Task | Would you show every line from the records that holds "fillStyle"?
# # # # #
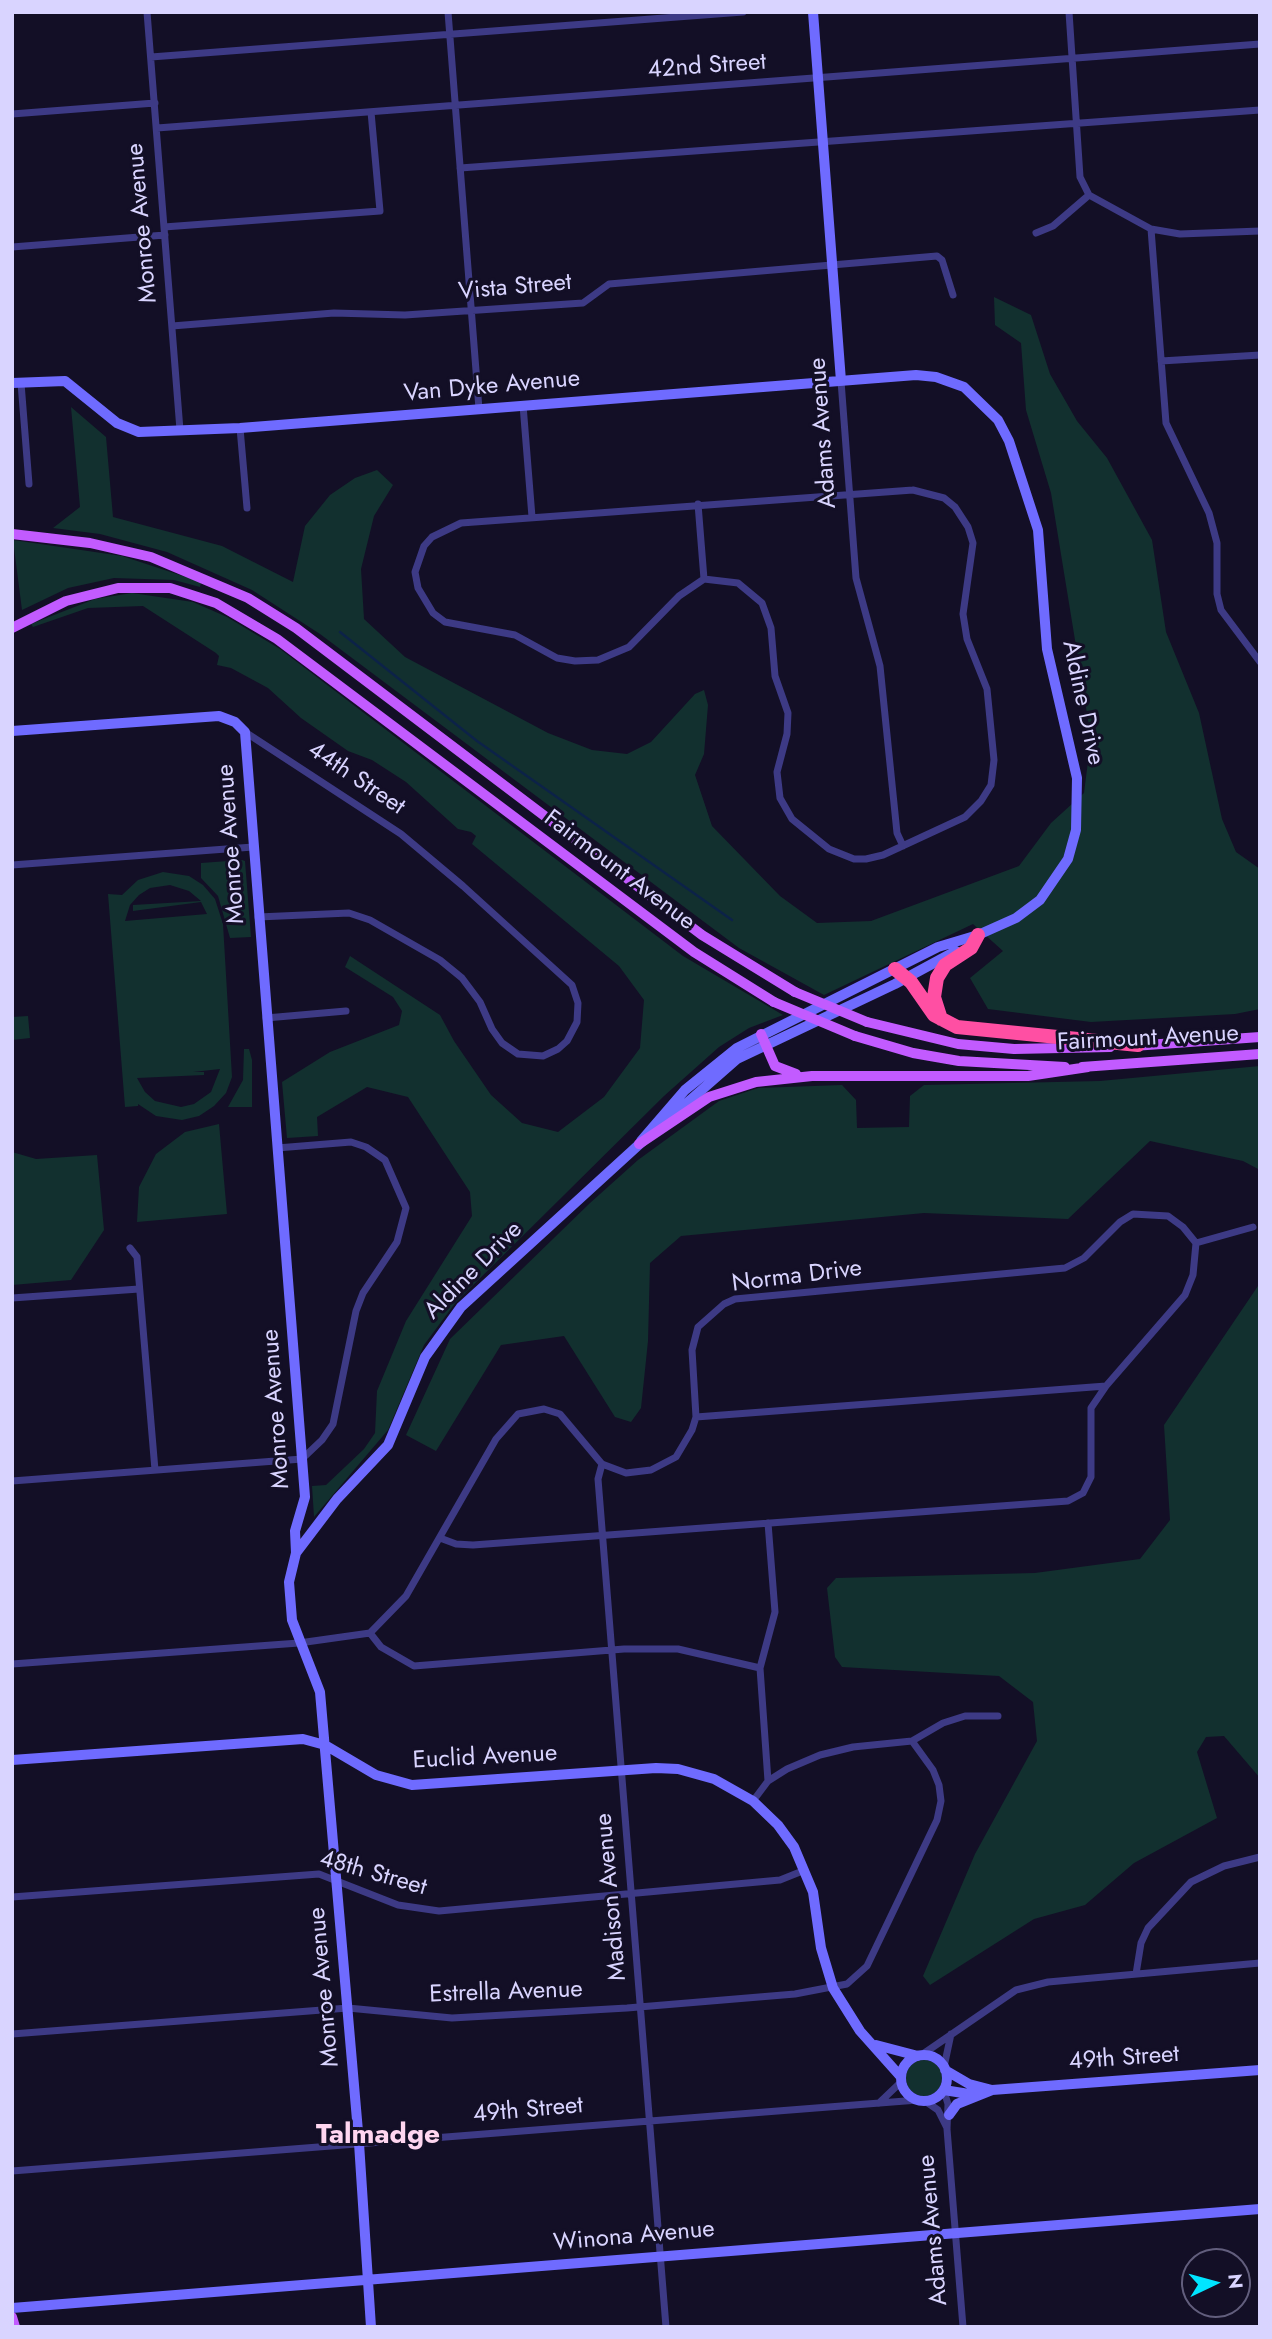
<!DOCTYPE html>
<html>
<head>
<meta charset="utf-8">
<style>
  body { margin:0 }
  #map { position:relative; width:1272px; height:2339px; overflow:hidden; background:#130f26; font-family:Jost,sans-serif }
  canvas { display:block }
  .frame { position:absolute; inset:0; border:14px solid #d9d4ff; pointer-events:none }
  .north { position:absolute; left:1181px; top:2248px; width:70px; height:70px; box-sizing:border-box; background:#130f26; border:2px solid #625e7d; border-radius:50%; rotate:85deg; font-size:19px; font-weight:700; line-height:28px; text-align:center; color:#d9d4ff }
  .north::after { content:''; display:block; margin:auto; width:24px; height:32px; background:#00e5ff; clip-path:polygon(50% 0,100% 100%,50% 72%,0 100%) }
</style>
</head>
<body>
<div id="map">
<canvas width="1272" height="2339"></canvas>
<div class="frame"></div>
<div class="north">N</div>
</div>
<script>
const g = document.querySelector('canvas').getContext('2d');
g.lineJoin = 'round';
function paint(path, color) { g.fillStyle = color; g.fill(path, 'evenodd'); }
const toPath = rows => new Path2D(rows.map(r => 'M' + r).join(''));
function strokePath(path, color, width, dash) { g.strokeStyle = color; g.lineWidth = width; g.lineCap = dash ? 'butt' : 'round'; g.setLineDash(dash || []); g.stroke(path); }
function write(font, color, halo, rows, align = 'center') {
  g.font = font + ' Jost,sans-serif'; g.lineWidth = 6; g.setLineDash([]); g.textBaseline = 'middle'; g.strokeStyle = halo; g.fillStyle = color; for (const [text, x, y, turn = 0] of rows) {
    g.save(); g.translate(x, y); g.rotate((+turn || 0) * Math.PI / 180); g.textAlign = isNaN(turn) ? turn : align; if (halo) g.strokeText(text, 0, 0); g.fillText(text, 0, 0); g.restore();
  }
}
paint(toPath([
  [994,297,1031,315,1050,374,1077,421,1107,458,1152,540,1166,632,1199,713,1222,819,1236,852,1260,869,1260,1009,1235,1014,1091,1022,988,1009,970,978,1003,951,973,924,824,995,739,948,320,634,252,590,167,552,100,534,53,528,80,507,71,407,106,437,113,517,222,546,293,582,305,526,330,495,355,478,377,470,393,485,374,516,361,569,364,619,405,657,548,733,592,750,627,754,651,742,695,694,704,690,708,705,704,754,695,775,712,826,780,896,817,923,871,921,1019,866,1051,823,1084,793,1091,738,1051,493,1026,410,1021,343,995,325],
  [13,540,122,556,201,582,200,587,174,580,114,578,68,588,22,610],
  [132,593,193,602,227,617,280,649,683,956,783,1015,749,1028,719,1047,664,1096,456,1302,424,1345,388,1430,314,1517,312,1486,326,1485,364,1449,375,1433,377,1391,406,1321,472,1216,470,1192,408,1097,367,1087,317,1117,318,1136,287,1138,282,1082,330,1052,399,1025,402,1011,393,997,345,967,350,956,440,1015,454,1041,491,1095,522,1123,558,1132,604,1097,640,1048,644,1000,619,966,472,844,476,836,471,832,458,829,406,782,372,760,348,751,301,718,268,688,231,668,217,665,219,656,216,653,143,606,88,608,33,627,31,624,95,599],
  [242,860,245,861,251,937,230,938,218,896,201,878,201,863],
  [163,872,189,876,203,885,215,899,223,924,232,1077,226,1093,214,1106,199,1116,182,1120,156,1116,138,1104,138,1106,125,1107,108,894,122,895,138,880],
  [170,885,189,891,201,901,133,905,133,911,201,902,207,914,125,921,130,905,139,895,150,888],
  [220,1069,211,1092,194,1104,181,1107,155,1101,145,1092,137,1078,204,1075,204,1072,193,1072],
  [28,1016,30,1038,12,1040,12,1017],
  [244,1049,249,1049,252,1060,252,1107,228,1107,243,1080],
  [1260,1066,1260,1170,1243,1161,1150,1141,1068,1219,924,1213,681,1236,650,1263,648,1341,641,1408,631,1422,615,1417,564,1336,501,1345,436,1451,406,1435,450,1339,590,1203,638,1160,719,1101,758,1088,842,1085,856,1100,857,1128,909,1127,910,1096,924,1085,1100,1081],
  [219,1124,227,1214,137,1222,139,1187,156,1154,185,1132],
  [12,1152,36,1159,97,1155,104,1230,71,1280,12,1285],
  [1260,1283,1260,1778,1224,1736,1206,1737,1197,1752,1217,1818,1134,1863,1085,1905,1034,1919,930,1985,923,1976,975,1854,1037,1741,1033,1702,999,1676,842,1667,835,1657,827,1588,836,1578,1035,1573,1140,1559,1170,1520,1164,1425],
  '906 2078a18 18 0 1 1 36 0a18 18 0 1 1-36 0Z'
]), '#12302f');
strokePath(toPath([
  [340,632,477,741,732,920]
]), '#0c2248', 2.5);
strokePath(toPath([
  [147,12,180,430],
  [448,12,479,409],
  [1069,12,1080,177,1089,195,1151,229,1166,423,1209,513,1217,543,1217,594,1221,610,1260,662],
  [151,57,743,12],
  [12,114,155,103],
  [157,128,1260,44],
  [460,168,1260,110],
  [164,227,380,211,371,112],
  [1151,229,1180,234,1260,231],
  [1036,233,1053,226,1089,195],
  [12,247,165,235],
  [172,326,334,313,405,315,583,303,609,284,937,256,942,260,953,295],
  [1161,361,1260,355],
  [841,381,856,578,880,666,897,833,903,846],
  [21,383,29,484],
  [523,405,532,517],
  [240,428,247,508],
  [913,490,944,498,955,507,968,527,973,543,963,614,967,639,987,689,994,760,991,785,981,801,965,817,883,855,866,859,854,859,829,849,792,819,780,798,777,772,787,734,788,713,775,676,771,628,762,603,738,583,704,579,679,596,629,647,598,660,575,661,557,658,515,635,445,622,433,613,418,588,415,572,424,546,432,537,461,523,913,490],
  [698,504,704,579],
  [245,732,401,834,463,886,572,985,578,1003,577,1022,567,1041,558,1049,543,1056,518,1054,502,1043,492,1029,480,1002,462,978,440,960,370,920,349,913,258,917],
  [12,865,253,847],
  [266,1018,346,1011],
  [1196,1243,1253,1227],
  [130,1248,137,1257,155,1470],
  [12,1298,139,1289],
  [696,1417,1106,1386,1185,1295,1193,1275,1196,1243],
  [602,1464,598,1479,666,2327],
  [12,1481,302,1459,322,1440,333,1424,356,1311,363,1293,397,1242,406,1208,385,1160,366,1147,351,1142,277,1148],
  [440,1538,456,1544,473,1545,1068,1501,1083,1493,1091,1477,1091,1408,1106,1386],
  [370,1633,406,1596,496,1439,518,1414,544,1409,560,1414,602,1464,626,1473,651,1470,676,1457,692,1430,696,1417,692,1350,698,1327,724,1304,735,1299,1065,1268,1084,1258,1120,1222,1133,1214,1168,1216,1183,1227,1196,1243],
  [370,1633,381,1647,414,1666,624,1649,678,1649,760,1668],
  [12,1664,299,1643,370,1633],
  [768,1781,787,1769,820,1755,853,1747,912,1741,943,1723,965,1716,998,1716],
  [753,1801,768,1781,760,1668,775,1612,768,1523],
  [12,1897,319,1874,398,1905,439,1911,780,1880,805,1870],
  [1136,1974,1141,1943,1148,1928,1191,1882,1224,1866,1260,1857],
  [12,2034,348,2008,452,2018,627,2008,795,1994,847,1984,867,1966,937,1820,941,1801,939,1785,933,1770,912,1741],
  [920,2056,1016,1990,1048,1982,1260,1963],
  [944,2067,951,2034],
  [944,2091,948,2104,947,2129,963,2327],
  [925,2101,938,2110,947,2128],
  [879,2103,901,2082],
  [12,2171,918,2100]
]), '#3d3a85', 7);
strokePath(toPath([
  [813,12,841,381],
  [12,383,65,381,117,423,139,432,240,428,916,375,936,377,964,387,998,420,1009,441,1038,530,1047,649,1077,778,1076,830,1068,859,1040,900,1016,918,978,935,938,947,737,1048,685,1090,641,1141],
  [12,731,219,716,235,722,245,732,305,1497,295,1531,296,1553,289,1582,292,1620,320,1692,359,2143,371,2327],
  [664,1123,737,1059,895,984,956,951],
  [296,1553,337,1499,388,1445,425,1357,461,1307,644,1140],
  [12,1760,303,1739,325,1745,376,1775,412,1785,656,1768,678,1769,714,1779,753,1801,778,1825,794,1847,813,1892,821,1948,833,1988,860,2031,901,2077],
  [876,2045,918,2056],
  '901 2078a23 23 0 1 1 46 0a23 23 0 1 1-46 0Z',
  [945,2070,969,2084,992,2090,1260,2070],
  [944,2090,975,2095],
  [949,2115,957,2104,992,2090],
  [12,2308,1260,2209]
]), '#6f6bff', 10);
strokePath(toPath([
  [12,534,90,543,151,557,248,598,296,628,702,935,795,992],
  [12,628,66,601,118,588,170,588,216,603,277,639,694,952,774,1002],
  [867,1022,958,1044,1014,1049,1110,1047],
  [761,1034,775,1066,796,1074],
  [855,1036,913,1053,959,1061,1065,1067],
  [1133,1046,1260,1037],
  [1082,1067,1260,1054],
  [639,1144,709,1097,756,1082,812,1076,1028,1076,1088,1067],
  [12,2317,15,2327]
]), '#c25bff', 10);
strokePath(toPath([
  [895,969,911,982,934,1015,957,1027,1138,1045],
  [941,1019,934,997,937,978,945,965,971,948,978,935]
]), '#ff4fa3', 14);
strokePath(toPath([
  [795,992,867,1022],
  [774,1002,855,1036]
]), '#c25bff', 10);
write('24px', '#d9d4ff', '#130f26', [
  ["42nd Street",707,67,-4],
  ["Monroe Avenue",143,223,-95],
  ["Vista Street",515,288,-5],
  ["Van Dyke Avenue",492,387,-5],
  ["Adams Avenue",824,433,-94],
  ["Aldine Drive",1082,703,78],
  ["44th Street",356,779,34],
  ["Monroe Avenue",232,844,-94],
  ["Fairmount Avenue",619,871,37],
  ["Fairmount Avenue",1148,1039,-3],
  ["Aldine Drive",474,1271,-45],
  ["Norma Drive",797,1277,-7],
  ["Monroe Avenue",277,1409,-94],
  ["Euclid Avenue",485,1758,-3],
  ["48th Street",373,1874,16],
  ["Madison Avenue",612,1897,-95],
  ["Monroe Avenue",325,1987,-95],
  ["Estrella Avenue",506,1993,-2],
  ["49th Street",1124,2059,-4],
  ["49th Street",528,2111,-5],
  ["Adams Avenue",934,2230,-95],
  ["Winona Avenue",634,2237,-5]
]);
write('bold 28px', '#ffd6f0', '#130f26', [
  ["Talmadge",378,2136]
]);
</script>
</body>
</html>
# # # # #
Final answer |
function paint(path, color) { g.fillStyle = color; g.fill(path, 'evenodd'); }
  g.font = font + ' Jost,sans-serif'; g.lineWidth = 6; g.setLineDash([]); g.textBaseline = 'middle'; g.strokeStyle = halo; g.fillStyle = color; for (const [text, x, y, turn = 0] of rows) {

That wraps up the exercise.